Your questions sound just like the ones all of us ask when we are first diagnosed, especially having to look up 1/2 (or more) of the words! At age 13, your son might be able to help you search and you guys can learn about AVMs together. Getting the DRs to listen without witnessing wasn’t a big issue for us. We did find though that AVMs are not that common in the medical field. You want to make sure your DR team has a lot of AVM experience, even if it means travel to find the center than can help him.
Best wishes,
Ron, KS

Welcome to the group Steven. Like Ron, I suggest trying to find a doctor that knows a good bit about AVMs. Not easy to do, but is well worth the effort. I wish your family the best.

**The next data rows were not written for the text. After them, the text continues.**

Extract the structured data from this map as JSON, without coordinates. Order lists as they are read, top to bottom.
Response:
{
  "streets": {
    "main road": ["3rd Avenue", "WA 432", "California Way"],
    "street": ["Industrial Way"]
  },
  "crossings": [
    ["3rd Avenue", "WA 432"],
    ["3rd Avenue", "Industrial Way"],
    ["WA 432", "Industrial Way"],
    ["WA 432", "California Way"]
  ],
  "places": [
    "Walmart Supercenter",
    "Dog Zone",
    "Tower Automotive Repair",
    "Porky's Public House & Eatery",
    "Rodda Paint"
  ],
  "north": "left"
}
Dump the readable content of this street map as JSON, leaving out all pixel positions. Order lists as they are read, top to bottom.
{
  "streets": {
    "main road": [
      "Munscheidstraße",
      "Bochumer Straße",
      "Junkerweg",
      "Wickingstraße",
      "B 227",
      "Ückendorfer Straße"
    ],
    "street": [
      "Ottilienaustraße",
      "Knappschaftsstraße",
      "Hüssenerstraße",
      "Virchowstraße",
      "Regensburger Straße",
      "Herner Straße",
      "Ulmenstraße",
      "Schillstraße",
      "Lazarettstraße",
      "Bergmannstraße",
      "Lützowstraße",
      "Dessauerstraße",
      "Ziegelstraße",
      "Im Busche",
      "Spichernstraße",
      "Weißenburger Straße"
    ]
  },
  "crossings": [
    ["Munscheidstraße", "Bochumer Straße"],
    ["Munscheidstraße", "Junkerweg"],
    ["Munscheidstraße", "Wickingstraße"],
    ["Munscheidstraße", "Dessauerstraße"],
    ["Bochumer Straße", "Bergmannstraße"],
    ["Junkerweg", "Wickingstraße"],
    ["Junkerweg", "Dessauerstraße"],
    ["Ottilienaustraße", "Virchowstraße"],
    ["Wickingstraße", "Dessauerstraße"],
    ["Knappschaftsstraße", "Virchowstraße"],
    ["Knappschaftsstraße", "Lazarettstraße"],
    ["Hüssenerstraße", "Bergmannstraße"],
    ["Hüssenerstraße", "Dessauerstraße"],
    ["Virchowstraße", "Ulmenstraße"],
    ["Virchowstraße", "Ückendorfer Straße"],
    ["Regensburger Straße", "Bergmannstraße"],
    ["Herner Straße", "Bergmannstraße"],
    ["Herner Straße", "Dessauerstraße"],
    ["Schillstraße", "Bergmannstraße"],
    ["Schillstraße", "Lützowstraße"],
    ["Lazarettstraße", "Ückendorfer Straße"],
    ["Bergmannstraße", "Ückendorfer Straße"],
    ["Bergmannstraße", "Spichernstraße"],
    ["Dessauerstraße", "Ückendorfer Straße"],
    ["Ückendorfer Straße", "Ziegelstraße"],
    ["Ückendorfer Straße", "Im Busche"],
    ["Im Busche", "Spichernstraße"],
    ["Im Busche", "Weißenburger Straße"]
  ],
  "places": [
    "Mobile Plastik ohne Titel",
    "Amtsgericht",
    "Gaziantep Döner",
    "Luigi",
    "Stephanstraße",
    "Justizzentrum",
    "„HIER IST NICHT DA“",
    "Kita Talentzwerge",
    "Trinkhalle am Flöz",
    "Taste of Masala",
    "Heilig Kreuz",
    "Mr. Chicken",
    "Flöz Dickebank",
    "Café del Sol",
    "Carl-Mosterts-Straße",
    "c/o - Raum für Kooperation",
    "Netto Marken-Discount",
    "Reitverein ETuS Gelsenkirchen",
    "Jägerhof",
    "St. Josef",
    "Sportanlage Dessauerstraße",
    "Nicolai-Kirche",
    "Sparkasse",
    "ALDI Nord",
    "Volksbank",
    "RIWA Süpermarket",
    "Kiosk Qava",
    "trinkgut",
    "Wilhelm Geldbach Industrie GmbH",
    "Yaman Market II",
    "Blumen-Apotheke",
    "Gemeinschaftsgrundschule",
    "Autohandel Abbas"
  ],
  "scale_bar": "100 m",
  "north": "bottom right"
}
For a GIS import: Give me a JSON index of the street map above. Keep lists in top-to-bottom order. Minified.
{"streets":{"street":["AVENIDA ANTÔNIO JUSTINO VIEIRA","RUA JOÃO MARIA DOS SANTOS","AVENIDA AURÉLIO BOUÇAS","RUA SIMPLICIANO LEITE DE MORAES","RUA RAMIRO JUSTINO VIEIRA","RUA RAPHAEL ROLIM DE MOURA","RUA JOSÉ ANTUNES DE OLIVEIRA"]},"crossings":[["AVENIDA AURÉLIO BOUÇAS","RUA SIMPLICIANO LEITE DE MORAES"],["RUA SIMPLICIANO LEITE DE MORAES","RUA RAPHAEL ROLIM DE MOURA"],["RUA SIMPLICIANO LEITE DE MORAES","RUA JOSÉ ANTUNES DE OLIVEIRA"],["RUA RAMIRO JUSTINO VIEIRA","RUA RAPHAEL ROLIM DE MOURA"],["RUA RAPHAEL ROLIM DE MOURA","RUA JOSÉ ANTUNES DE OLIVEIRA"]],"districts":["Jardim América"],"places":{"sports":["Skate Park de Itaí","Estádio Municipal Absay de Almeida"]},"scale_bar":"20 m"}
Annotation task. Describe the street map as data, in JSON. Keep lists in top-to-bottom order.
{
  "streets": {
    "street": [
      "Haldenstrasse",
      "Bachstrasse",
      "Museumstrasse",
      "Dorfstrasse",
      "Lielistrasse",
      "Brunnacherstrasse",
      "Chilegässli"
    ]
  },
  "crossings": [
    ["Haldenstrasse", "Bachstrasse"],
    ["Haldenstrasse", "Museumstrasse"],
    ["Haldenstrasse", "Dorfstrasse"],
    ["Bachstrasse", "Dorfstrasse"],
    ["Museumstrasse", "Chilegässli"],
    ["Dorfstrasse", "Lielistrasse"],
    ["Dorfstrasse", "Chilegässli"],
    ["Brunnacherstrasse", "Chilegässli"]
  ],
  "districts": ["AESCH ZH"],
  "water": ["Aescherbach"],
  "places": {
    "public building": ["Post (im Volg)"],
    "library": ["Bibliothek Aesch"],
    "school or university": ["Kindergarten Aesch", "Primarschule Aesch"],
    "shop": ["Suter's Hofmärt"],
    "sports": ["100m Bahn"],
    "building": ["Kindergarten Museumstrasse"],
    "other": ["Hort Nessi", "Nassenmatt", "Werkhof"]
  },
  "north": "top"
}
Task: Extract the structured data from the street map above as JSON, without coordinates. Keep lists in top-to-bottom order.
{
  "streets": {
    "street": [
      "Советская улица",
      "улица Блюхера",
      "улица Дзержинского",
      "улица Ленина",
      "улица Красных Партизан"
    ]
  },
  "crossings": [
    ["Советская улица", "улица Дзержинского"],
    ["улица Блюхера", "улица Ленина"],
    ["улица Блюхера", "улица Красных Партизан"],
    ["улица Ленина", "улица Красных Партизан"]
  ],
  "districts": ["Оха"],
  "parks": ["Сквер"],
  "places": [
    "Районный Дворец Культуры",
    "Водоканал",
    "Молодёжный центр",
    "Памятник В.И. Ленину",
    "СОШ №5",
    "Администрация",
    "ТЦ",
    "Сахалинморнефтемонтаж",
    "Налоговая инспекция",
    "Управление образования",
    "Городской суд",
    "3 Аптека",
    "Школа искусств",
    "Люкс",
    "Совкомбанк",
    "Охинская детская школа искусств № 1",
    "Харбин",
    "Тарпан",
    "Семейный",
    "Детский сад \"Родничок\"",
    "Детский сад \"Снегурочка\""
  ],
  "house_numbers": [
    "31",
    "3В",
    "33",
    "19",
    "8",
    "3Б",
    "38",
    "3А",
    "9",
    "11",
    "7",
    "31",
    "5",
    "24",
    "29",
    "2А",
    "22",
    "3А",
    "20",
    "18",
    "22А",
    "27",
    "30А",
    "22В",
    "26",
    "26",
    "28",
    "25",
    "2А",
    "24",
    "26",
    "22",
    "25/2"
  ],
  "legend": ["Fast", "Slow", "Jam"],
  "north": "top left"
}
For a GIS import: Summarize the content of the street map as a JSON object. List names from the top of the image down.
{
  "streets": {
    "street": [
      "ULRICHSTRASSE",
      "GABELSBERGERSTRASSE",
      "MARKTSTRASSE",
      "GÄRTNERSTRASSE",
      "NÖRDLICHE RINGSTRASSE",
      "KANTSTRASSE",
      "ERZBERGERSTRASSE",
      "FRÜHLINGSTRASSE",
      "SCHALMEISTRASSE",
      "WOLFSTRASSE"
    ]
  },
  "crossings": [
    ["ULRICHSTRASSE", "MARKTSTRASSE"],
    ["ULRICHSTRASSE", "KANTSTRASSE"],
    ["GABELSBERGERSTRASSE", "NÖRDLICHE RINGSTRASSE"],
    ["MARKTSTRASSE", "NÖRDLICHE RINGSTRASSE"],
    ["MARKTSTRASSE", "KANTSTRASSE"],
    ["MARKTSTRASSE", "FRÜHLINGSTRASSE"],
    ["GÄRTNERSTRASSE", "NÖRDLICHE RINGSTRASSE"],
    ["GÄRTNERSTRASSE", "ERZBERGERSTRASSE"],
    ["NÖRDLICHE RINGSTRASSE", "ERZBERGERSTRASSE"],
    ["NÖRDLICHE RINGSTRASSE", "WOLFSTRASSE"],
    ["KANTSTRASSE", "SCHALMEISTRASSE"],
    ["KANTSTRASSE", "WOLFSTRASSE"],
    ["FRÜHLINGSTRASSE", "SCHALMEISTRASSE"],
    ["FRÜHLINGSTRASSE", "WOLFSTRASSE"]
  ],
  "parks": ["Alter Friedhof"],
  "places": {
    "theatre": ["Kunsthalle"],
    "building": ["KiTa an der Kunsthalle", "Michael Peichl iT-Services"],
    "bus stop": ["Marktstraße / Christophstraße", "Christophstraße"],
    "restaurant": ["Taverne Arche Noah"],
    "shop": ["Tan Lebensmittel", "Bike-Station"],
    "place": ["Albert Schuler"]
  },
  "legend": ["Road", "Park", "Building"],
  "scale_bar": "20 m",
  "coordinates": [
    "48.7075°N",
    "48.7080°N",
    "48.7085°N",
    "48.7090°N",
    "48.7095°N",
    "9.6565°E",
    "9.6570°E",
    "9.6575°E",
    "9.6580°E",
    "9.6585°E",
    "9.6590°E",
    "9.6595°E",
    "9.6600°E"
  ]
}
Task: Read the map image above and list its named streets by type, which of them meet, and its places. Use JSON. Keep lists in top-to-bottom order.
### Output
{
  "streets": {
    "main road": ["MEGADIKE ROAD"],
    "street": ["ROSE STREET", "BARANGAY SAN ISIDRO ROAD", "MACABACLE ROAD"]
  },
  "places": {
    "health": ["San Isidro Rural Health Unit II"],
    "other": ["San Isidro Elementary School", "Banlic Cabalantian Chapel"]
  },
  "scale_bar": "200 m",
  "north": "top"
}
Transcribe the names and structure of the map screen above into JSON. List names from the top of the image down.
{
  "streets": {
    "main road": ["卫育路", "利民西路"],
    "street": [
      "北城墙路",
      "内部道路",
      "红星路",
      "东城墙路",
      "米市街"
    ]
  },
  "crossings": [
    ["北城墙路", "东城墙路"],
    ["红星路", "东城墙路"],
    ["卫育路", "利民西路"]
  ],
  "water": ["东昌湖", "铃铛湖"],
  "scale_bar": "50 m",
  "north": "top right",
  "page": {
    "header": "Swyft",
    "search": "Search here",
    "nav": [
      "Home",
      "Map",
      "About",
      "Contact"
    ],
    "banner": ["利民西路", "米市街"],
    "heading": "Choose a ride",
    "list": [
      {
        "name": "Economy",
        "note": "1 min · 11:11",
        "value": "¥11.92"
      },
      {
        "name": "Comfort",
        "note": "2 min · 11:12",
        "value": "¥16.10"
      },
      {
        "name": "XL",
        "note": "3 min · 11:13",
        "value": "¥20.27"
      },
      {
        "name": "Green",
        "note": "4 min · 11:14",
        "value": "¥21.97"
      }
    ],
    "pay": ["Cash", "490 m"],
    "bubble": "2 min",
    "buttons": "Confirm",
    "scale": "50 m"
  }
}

Hi Steven, welcome to the most wonderful site to get the support you need! There have been so many wonderful medical advancements with treating AVMs and will keep your son and your family in my daily prayers and sending you lots of positive energy and blessings for his treatment tomorrow!

/Michele

Hi Stephen. My first cousin had a pulmonary AVM but he was an adult when it was discovered. He did not have any problems once it was removed. I would highly encourage you to join the sub-groups mentioned on the earlier posts.

I did a search of Columbia Presbyterian for you…
http://www.avmsurvivors.org/main/search/search?q=Columbia+Presbyterian+

Yes…quite a few people on here have nightmare stories when it comes to trips to the ER. If you have time please read this blog because it shows why having the right doctor is so important…
http://www.avmsurvivors.org/profiles/blogs/almost-untangled?xg_source=activity

I will be praying for you and your son tomorrow!

I had a coil embo…no problems

Hi and welcome,
All I can say is make sure you get an AVM specialist to do anything that needs doing.
My thoughts are with you all

Kia Kaha Taiki

DM

Son just came out of the coil embolization procedure. 3.5 hours start to finish, and the doctor is optimistic that he got it all. His sats are up 5-7% immediately and he is resting comfortably.

Super Hurrah!

So happy to hear the that the procedure went so well Steven - YAYYYYY :-))))))!!!

So many blessings for us to be thankful for!